Nice boat you got there gwaud! Where abouts do you put in?

5# and 6# blues are my kind of fun! Did you troll or chum these bad boyz up?


----------



## gwaud (Apr 14, 2003)

i have a slip on kent island. trolling is the name of the game right now. blues are south of the bridge and the stripers are north.


----------



## cygnus-x1 (Oct 12, 2005)

if you need a ho during the weekdays I could swing it with enough lead time  

Would love to learn.


----------



## gwaud (Apr 14, 2003)

sure. let me know how much lead time you need and we can work something out.


----------



## John81 (Apr 24, 2007)

gwaud said:


> It was great having you abord my second home. We will have to try for those stripers when the water cools in late september. until then it will be all bluefish in my area until the spanish arrives next month.
> 
> That evening was fantastic. We went out and the water was really choppy 2-4ft and 15-20kt blow, but the bottom feeders bit like crazy. lots of doubles and plent of croaker to 18".

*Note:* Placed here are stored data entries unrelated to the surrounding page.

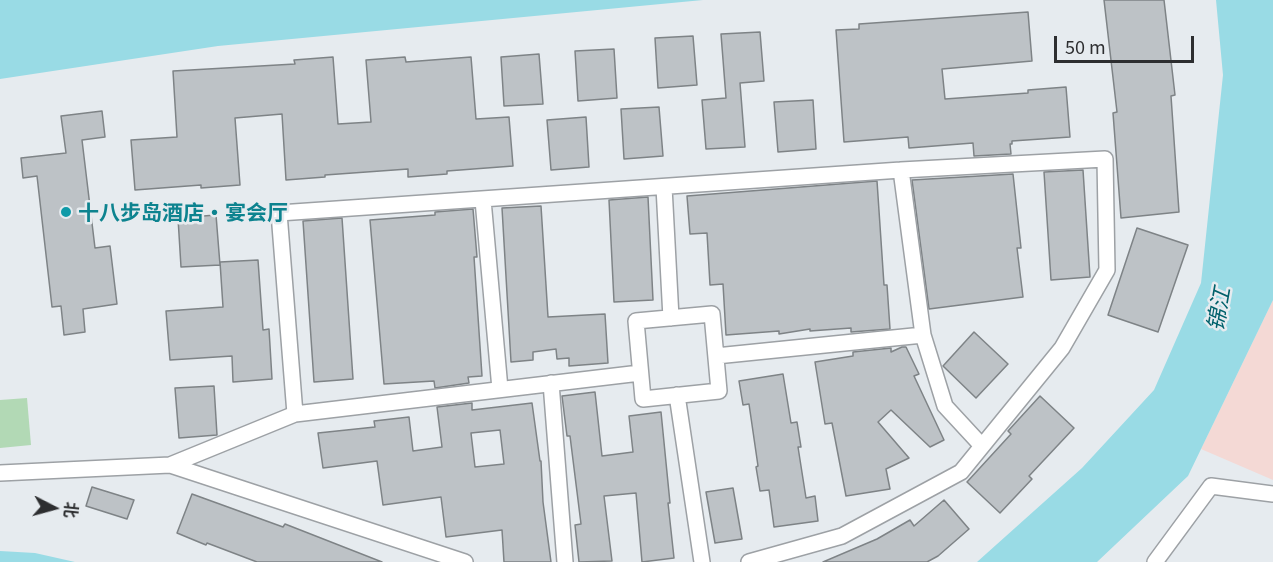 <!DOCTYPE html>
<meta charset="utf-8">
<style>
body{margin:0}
#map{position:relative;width:1273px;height:562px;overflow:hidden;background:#e6ebef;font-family:Georgia,"Noto Sans SC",serif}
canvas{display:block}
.north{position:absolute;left:24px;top:478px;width:60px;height:60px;-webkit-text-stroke:4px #e6ebef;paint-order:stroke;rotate:96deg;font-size:16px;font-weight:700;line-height:24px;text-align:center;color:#2d2e30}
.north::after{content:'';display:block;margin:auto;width:21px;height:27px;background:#2d2e30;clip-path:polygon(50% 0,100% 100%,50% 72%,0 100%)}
.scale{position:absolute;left:1054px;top:36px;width:140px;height:27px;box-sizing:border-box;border:3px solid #2d2e30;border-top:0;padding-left:8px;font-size:18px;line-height:21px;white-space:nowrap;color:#2d2e30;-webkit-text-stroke:4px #e6ebef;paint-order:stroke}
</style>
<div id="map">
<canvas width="1273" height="562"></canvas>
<div class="north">北</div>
<div class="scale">50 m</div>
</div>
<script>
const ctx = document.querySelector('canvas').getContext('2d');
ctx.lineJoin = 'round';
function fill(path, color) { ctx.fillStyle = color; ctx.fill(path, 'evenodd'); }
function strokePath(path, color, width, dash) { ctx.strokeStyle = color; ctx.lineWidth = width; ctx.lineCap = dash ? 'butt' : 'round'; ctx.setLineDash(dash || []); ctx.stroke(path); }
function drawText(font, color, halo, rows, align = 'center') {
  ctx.font = font + ' Georgia,"Noto Sans SC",serif'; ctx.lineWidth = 5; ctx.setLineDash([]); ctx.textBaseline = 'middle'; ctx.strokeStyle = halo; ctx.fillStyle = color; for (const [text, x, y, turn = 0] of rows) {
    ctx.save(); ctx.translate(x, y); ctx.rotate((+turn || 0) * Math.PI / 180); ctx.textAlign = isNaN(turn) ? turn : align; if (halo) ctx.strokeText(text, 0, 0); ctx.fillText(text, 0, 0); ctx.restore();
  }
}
const commercial = new Path2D(`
 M1273 300V480L1201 449Z`);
const green = new Path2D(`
 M27 398 31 445 0 448V400Z`);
const water = new Path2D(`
 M0 0H703L218 46 0 79Z
 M1216 0H1273V300L1188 476 1097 562H977L1082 468 1154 390 1201 283 1223 75Z
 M0 551 35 553 75 562H0Z`);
const building = new Path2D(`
 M1104 0H1164L1175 95 1171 96 1179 212 1121 218 1113 113 1117 112Z
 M1028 12 1032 61 942 69 945 99 1028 93V90L1066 87 1070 137 1012 141V144H1010L1011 154 974 156 973 143 909 148 908 137 844 142 836 30 859 29V24Z
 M760 32 764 81 740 83 745 147 706 149 702 100 726 98 721 34Z
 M693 36 697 85 658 88 655 38Z
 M614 49 617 98 578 101 575 51Z
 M539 54 543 104 504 106 501 57Z
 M333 57 338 124 371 122 366 60 405 57 406 62 471 57 476 119 509 117 513 166 447 171V174L408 177V169L325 175V177L286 180 282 114 235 118 240 185 201 188V185L135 190 131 140 177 137 173 71 295 64 294 60Z
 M813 100 816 149 778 152 774 102Z
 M659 107 663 156 624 159 621 109Z
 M102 111 105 137 82 140 95 248 110 246 117 304 83 309 85 332 64 335 61 306 52 307 37 176 23 178 21 158 66 153 61 116Z
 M586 117 589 167 551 170 547 120Z
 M1083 170 1090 277 1051 280 1044 172Z
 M1013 174 1021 248H1017L1023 297 929 309 912 180Z
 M877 181 884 285H887L890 329 851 332V328L810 331V329L779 334V331L726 335 723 284 710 285 707 233 690 234 687 196Z
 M648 197 653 300 614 302 609 200Z
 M541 206 548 317 605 314 608 363 569 366V358L557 359 556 349 533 352V360L511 362 502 208Z
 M473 209 477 257H474L482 376 468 377 469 383 435 388 434 381 384 384 370 220 435 215V212Z
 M216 215 220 265 181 267 178 218Z
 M342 218 353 379 314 382 303 221Z
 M1137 228 1188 245 1158 332 1108 315Z
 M258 260 263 330 269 329 272 379 233 382 232 356 170 360 166 311 223 307 220 262Z
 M974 332 1008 364 976 398 943 366Z
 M902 347H906L919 374 914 376 944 440 930 447 891 410 878 422 909 458 886 469 890 489 846 496 832 423 825 424 815 362 853 356V352L891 348V352Z
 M783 374 791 423 797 422 801 447H798L806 498 815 496 818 521 774 527 769 490 760 491 756 467 758 466 749 404 743 405 739 381Z
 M214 386 217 435 179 438 175 388Z
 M595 392 602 456 633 452 629 416 661 412 670 503H668L674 558 642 562 636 493 604 496 612 561 579 562 575 525 581 524 570 436H567L562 396Z
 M1040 396 1074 428 1029 476 1032 479 1000 513 967 482 1011 434 1008 431Z
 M472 403V410L532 403 540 461H541L543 502 551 562H504L502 530 446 537 441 497 383 505 377 461 323 468 318 433 375 427 374 421 409 417 413 451 442 447 437 407ZM500 430 504 464 475 467 471 433Z
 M92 487 134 500 127 519 86 506Z
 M733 488 742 539 715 543 706 492Z
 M192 494 283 527 285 524 382 562H257L207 543 206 545 177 533Z
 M944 500 969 529 938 556 927 562H823L877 539 910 520 914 526Z`);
const street = new Path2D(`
 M901 170 923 335
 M664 187 671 318
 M483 200 500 389
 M712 314 719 391 643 399 636 321Z
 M716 356 923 335 945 406 982 446
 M551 383 565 562
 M677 395 702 562
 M295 414 640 373
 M170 465 465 562
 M0 473 170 465 295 414 279 213 901 170 1105 159 1107 270 1062 348 961 472 842 536 749 562
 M1155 562 1211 486 1273 494`);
const markers = [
 [66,212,6,"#0f9aa8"]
];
const cultureNames = [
 ["十八步岛酒店·宴会厅",78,212]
];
const waterNames = [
 ["锦江",1218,309,-80]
];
fill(commercial, '#f4d9d5');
fill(green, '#b2d9b5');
fill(water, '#99dbe5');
fill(building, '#bdc2c6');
strokePath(building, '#7e8386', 1.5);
strokePath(street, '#9da1a5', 18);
strokePath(street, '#fff', 15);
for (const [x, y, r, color] of markers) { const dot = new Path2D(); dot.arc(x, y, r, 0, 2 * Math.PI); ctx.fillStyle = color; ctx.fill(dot); strokePath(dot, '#e6ebef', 2); }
drawText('bold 21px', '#0d838f', '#e6ebef', cultureNames, 'left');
drawText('italic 22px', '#00616b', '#e6ebef', waterNames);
</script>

thats great to hear the bluefish was still fun


----------



## bwoodhouse (Oct 13, 2003)

*gwaud*

where at kent island - what size is yer boat? i slip at fairwinds on the magothy and have considered moving it across to KI since i spend so much time in the Chester, under the bridge and in E-Bay


----------



## gwaud (Apr 14, 2003)

i'm at kentmorr. my boat is a 30 trojan express. when are you going out again.


----------



## AtlantaKing (Jul 7, 2002)

gwaud, if you need a short notice ho on the weekends, I'm your man. Have gear, will fish, lacks boat. :redface: 

bwoodhouse, glad to see you're still posting. Haven't heard from ya in a while...thought your wife had you chained up in the basement  When we going to hit up AI again?


----------